YOUR OBJECTIVE:
An exact reproduction of the entries is needed. Keep all pictures out of it.
═══ PROVIDED DATA ═══
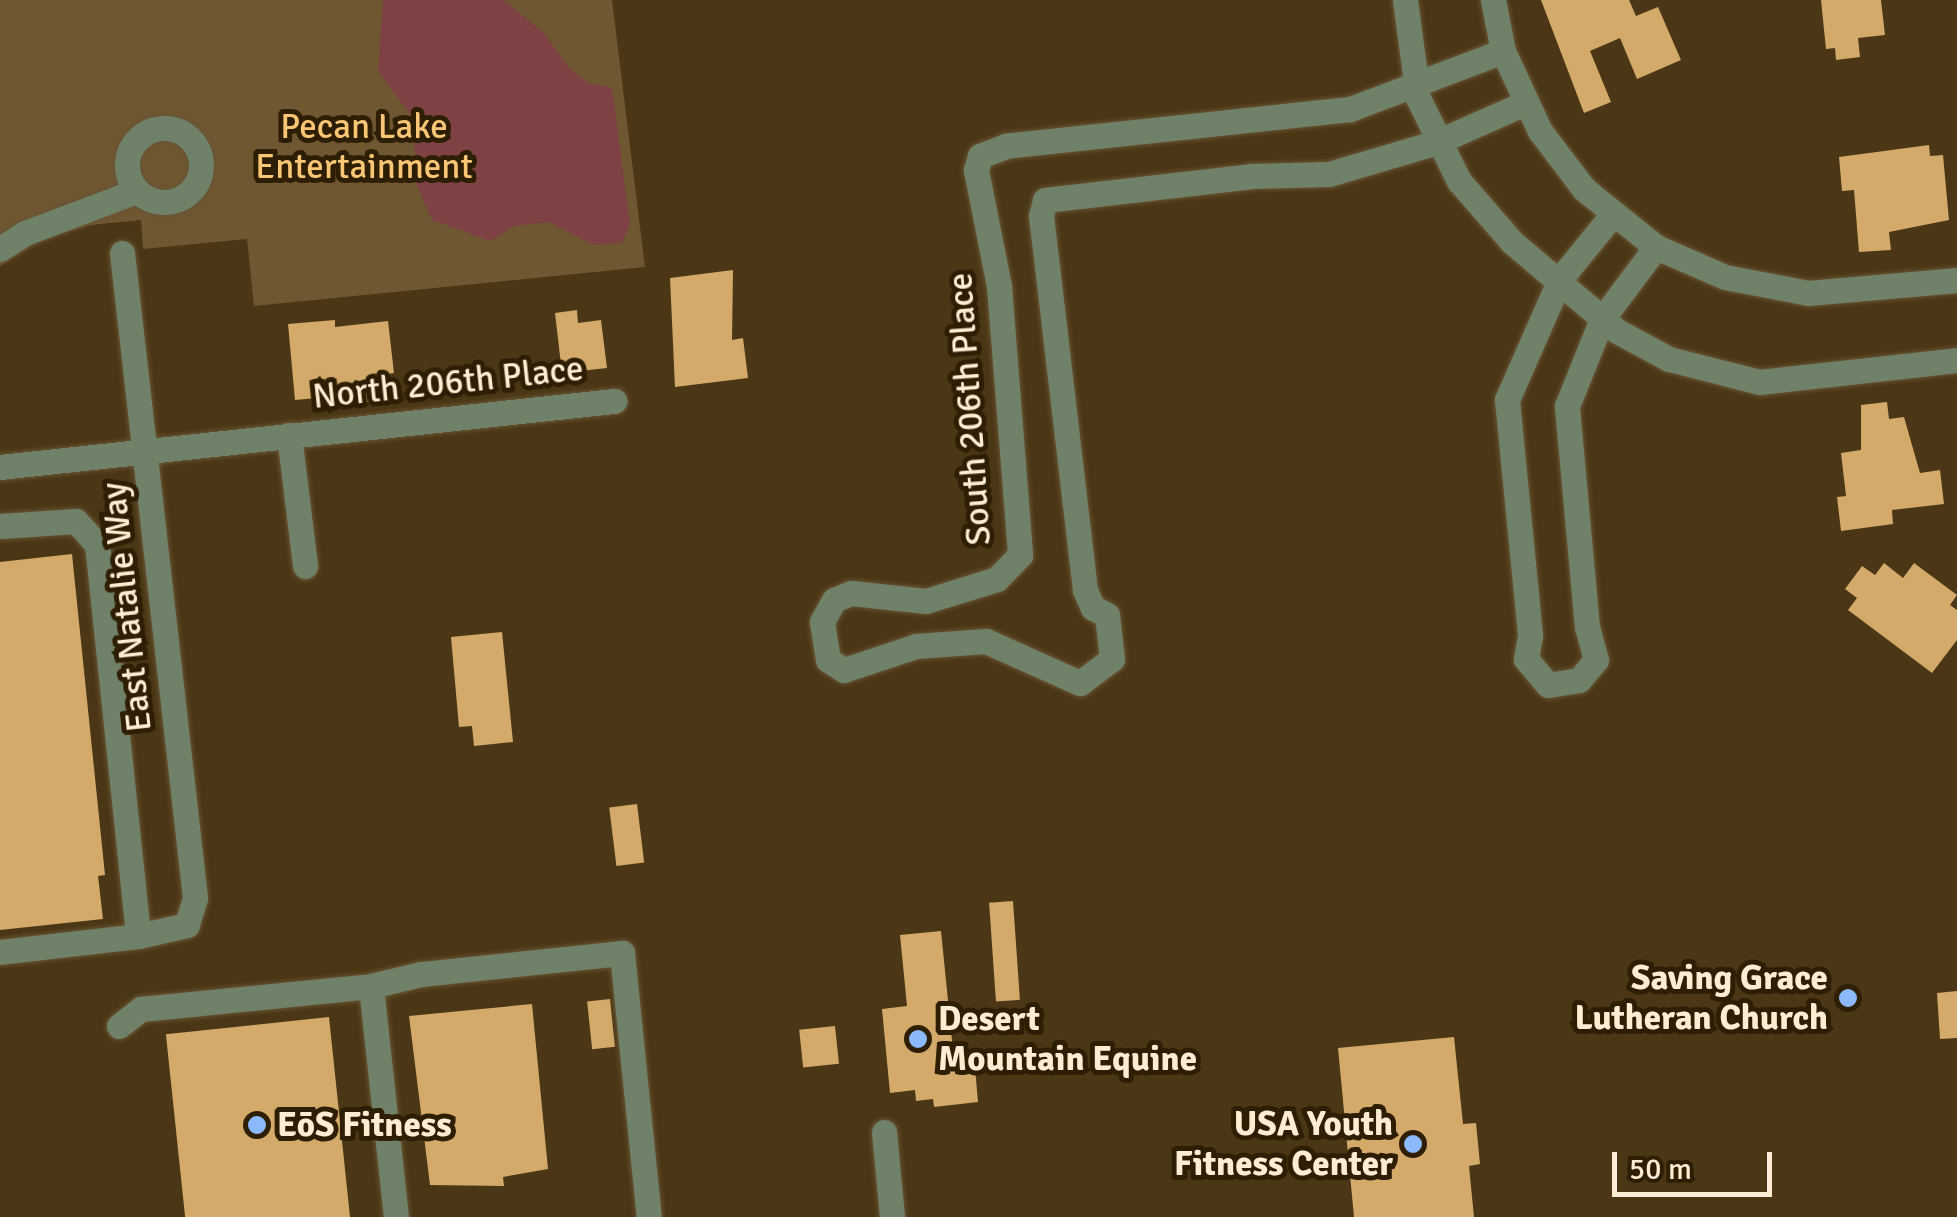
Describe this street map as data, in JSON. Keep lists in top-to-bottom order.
{
  "streets": {
    "street": ["North 206th Place", "South 206th Place", "East Natalie Way"]
  },
  "parks": ["Pecan Lake Entertainment"],
  "places": [
    "Saving Grace Lutheran Church",
    "Desert Mountain Equine",
    "EōS Fitness",
    "USA Youth Fitness Center"
  ],
  "scale_bar": "50 m"
}
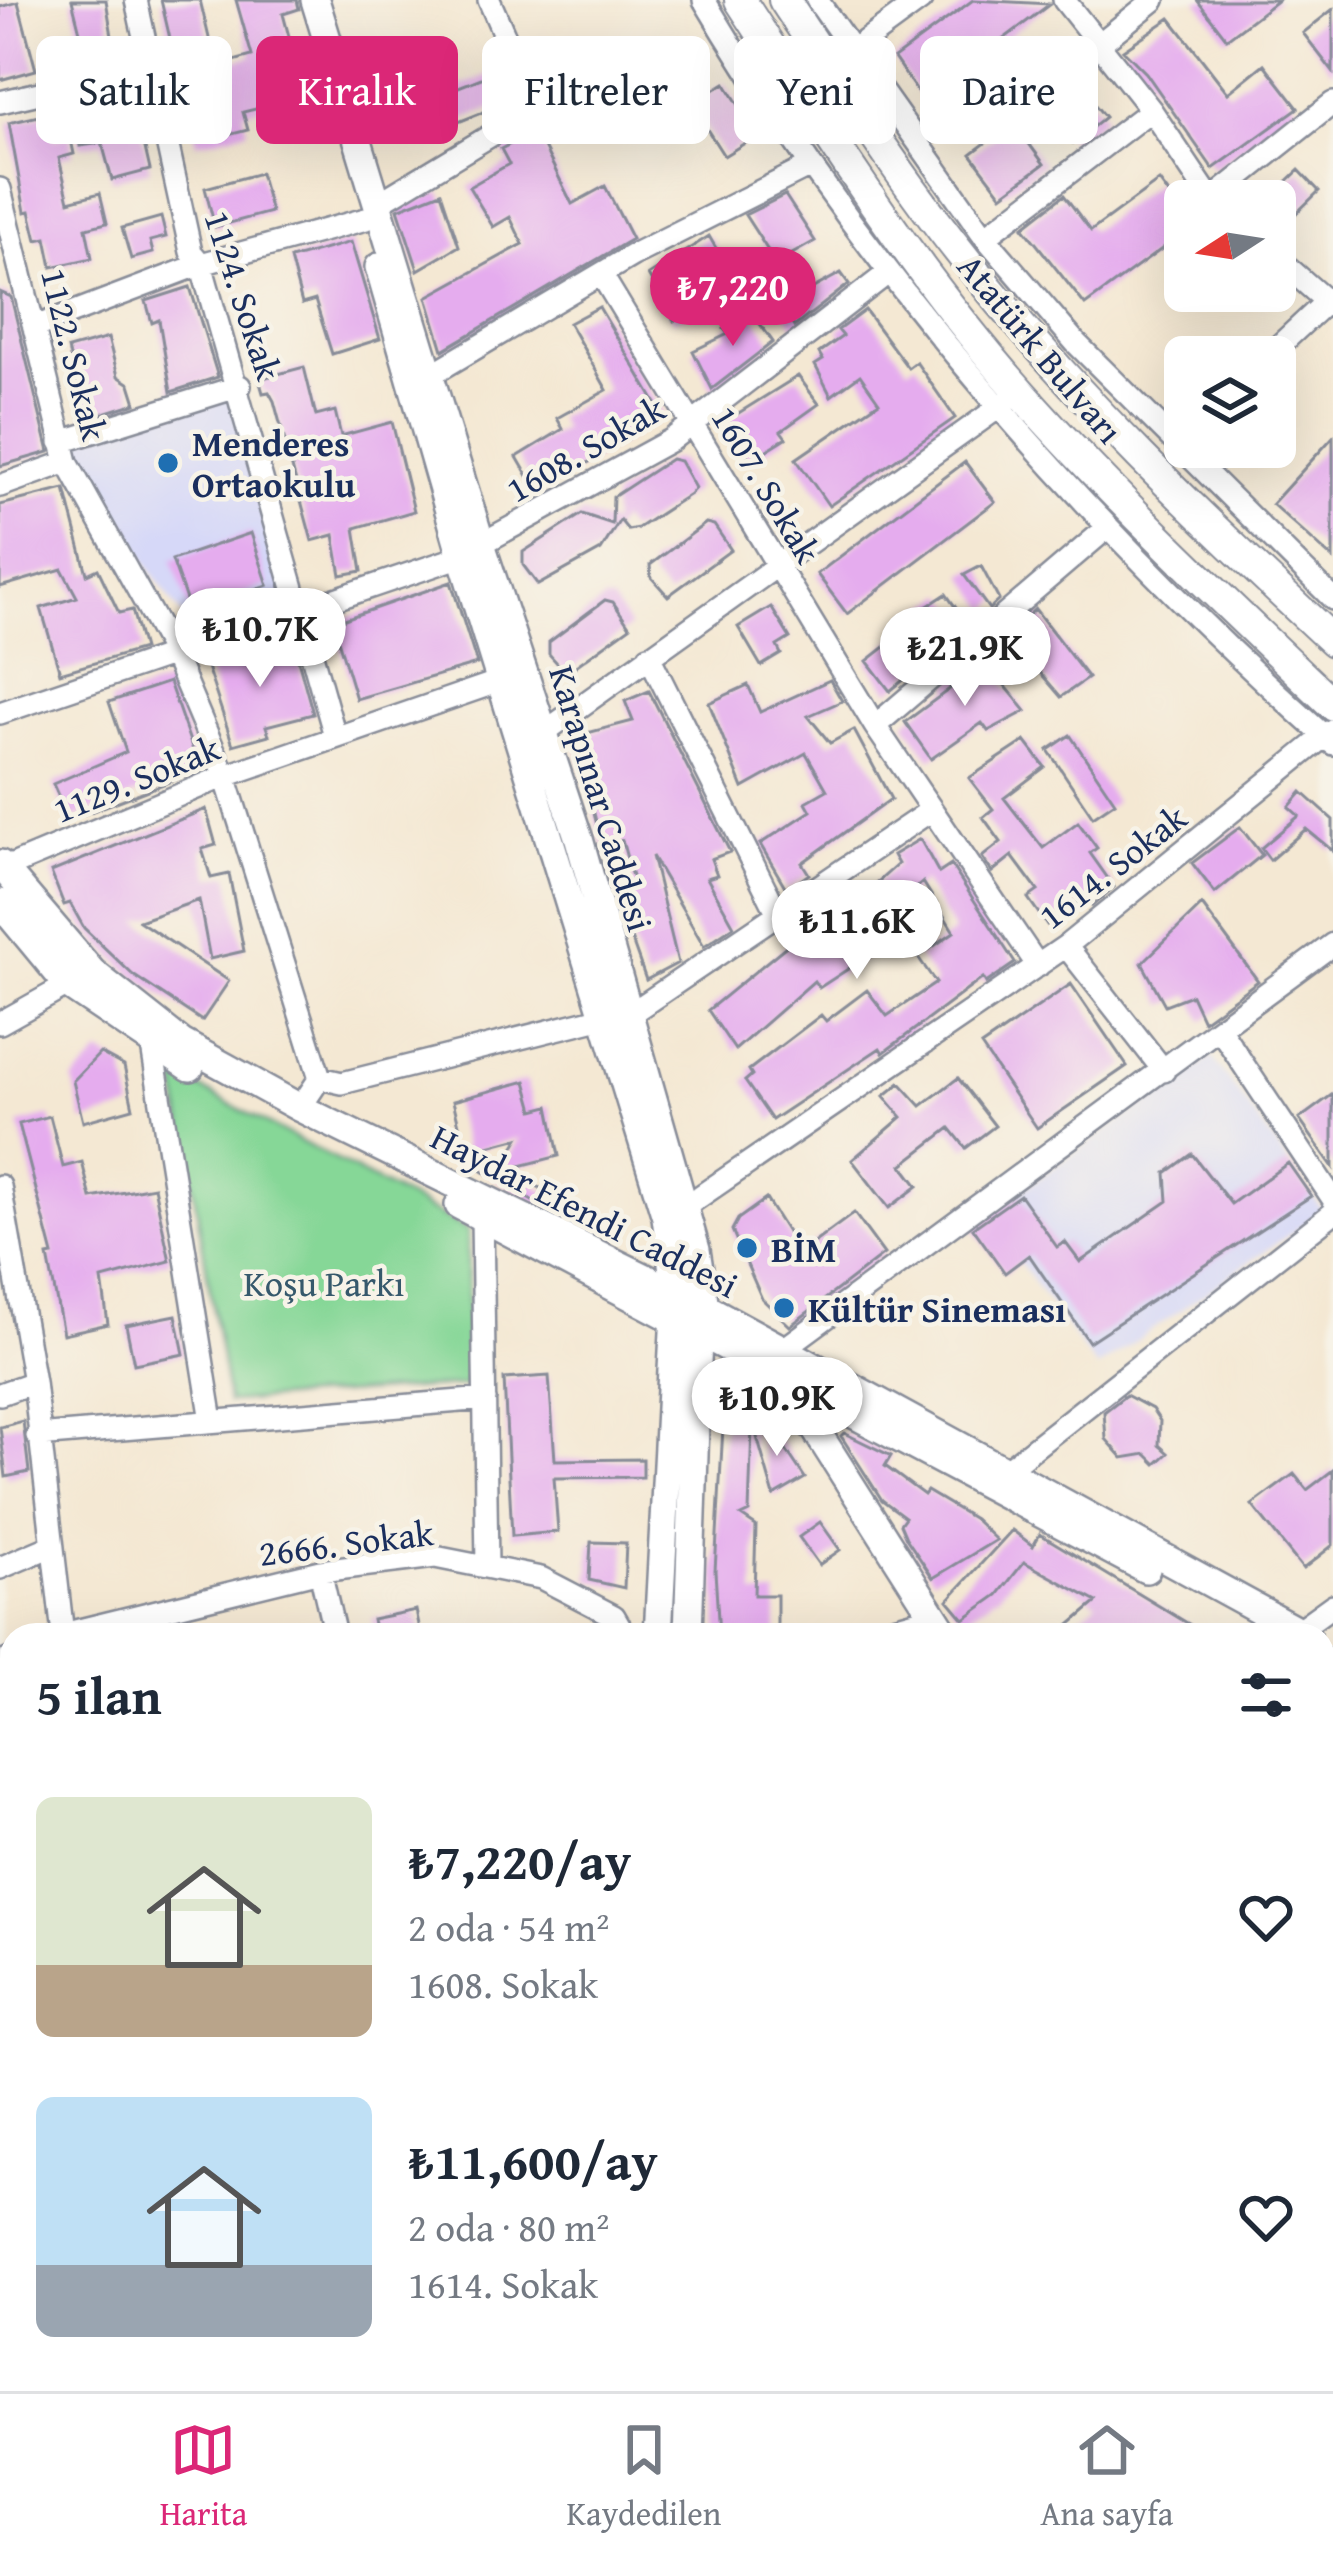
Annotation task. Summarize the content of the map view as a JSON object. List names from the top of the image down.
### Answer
{
  "streets": {
    "highway": ["Atatürk Bulvarı"],
    "main road": ["Karapınar Caddesi", "Haydar Efendi Caddesi"],
    "street": [
      "1124. Sokak",
      "1122. Sokak",
      "1608. Sokak",
      "1607. Sokak",
      "1129. Sokak",
      "1614. Sokak",
      "2666. Sokak"
    ]
  },
  "crossings": [
    ["1124. Sokak", "1608. Sokak"],
    ["1124. Sokak", "1129. Sokak"],
    ["1122. Sokak", "1608. Sokak"],
    ["1122. Sokak", "1129. Sokak"],
    ["1608. Sokak", "1607. Sokak"],
    ["1608. Sokak", "Karapınar Caddesi"],
    ["1607. Sokak", "1614. Sokak"],
    ["1129. Sokak", "Karapınar Caddesi"],
    ["1129. Sokak", "Haydar Efendi Caddesi"],
    ["Karapınar Caddesi", "1614. Sokak"],
    ["Karapınar Caddesi", "Haydar Efendi Caddesi"]
  ],
  "parks": ["Koşu Parkı"],
  "places": ["Menderes Ortaokulu", "BİM", "Kültür Sineması"],
  "north": "left",
  "page": {
    "chip": [
      "Satılık",
      "Kiralık",
      "Filtreler",
      "Yeni",
      "Daire"
    ],
    "price": [
      "₺7,220",
      "₺10.7K",
      "₺21.9K",
      "₺11.6K",
      "₺10.9K"
    ],
    "heading": "5 ilan",
    "list": [
      {
        "name": "₺7,220/ay",
        "note": "2 oda · 54 m² · 1608. Sokak"
      },
      {
        "name": "₺11,600/ay",
        "note": "2 oda · 80 m² · 1614. Sokak"
      }
    ],
    "tabs": ["Harita", "Kaydedilen", "Ana sayfa"]
  }
}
═══
ANSWER FOR THIS EXERCISE:
Describe this street map as data, in JSON. Keep lists in top-to-bottom order.
{
  "streets": {
    "street": ["North 206th Place", "South 206th Place", "East Natalie Way"]
  },
  "parks": ["Pecan Lake Entertainment"],
  "places": [
    "Saving Grace Lutheran Church",
    "Desert Mountain Equine",
    "EōS Fitness",
    "USA Youth Fitness Center"
  ],
  "scale_bar": "50 m"
}
Annotation task. Summarize the content of the map view as a JSON object. List names from the top of the image down.
### Answer
{
  "streets": {
    "highway": ["Atatürk Bulvarı"],
    "main road": ["Karapınar Caddesi", "Haydar Efendi Caddesi"],
    "street": [
      "1124. Sokak",
      "1122. Sokak",
      "1608. Sokak",
      "1607. Sokak",
      "1129. Sokak",
      "1614. Sokak",
      "2666. Sokak"
    ]
  },
  "crossings": [
    ["1124. Sokak", "1608. Sokak"],
    ["1124. Sokak", "1129. Sokak"],
    ["1122. Sokak", "1608. Sokak"],
    ["1122. Sokak", "1129. Sokak"],
    ["1608. Sokak", "1607. Sokak"],
    ["1608. Sokak", "Karapınar Caddesi"],
    ["1607. Sokak", "1614. Sokak"],
    ["1129. Sokak", "Karapınar Caddesi"],
    ["1129. Sokak", "Haydar Efendi Caddesi"],
    ["Karapınar Caddesi", "1614. Sokak"],
    ["Karapınar Caddesi", "Haydar Efendi Caddesi"]
  ],
  "parks": ["Koşu Parkı"],
  "places": ["Menderes Ortaokulu", "BİM", "Kültür Sineması"],
  "north": "left",
  "page": {
    "chip": [
      "Satılık",
      "Kiralık",
      "Filtreler",
      "Yeni",
      "Daire"
    ],
    "price": [
      "₺7,220",
      "₺10.7K",
      "₺21.9K",
      "₺11.6K",
      "₺10.9K"
    ],
    "heading": "5 ilan",
    "list": [
      {
        "name": "₺7,220/ay",
        "note": "2 oda · 54 m² · 1608. Sokak"
      },
      {
        "name": "₺11,600/ay",
        "note": "2 oda · 80 m² · 1614. Sokak"
      }
    ],
    "tabs": ["Harita", "Kaydedilen", "Ana sayfa"]
  }
}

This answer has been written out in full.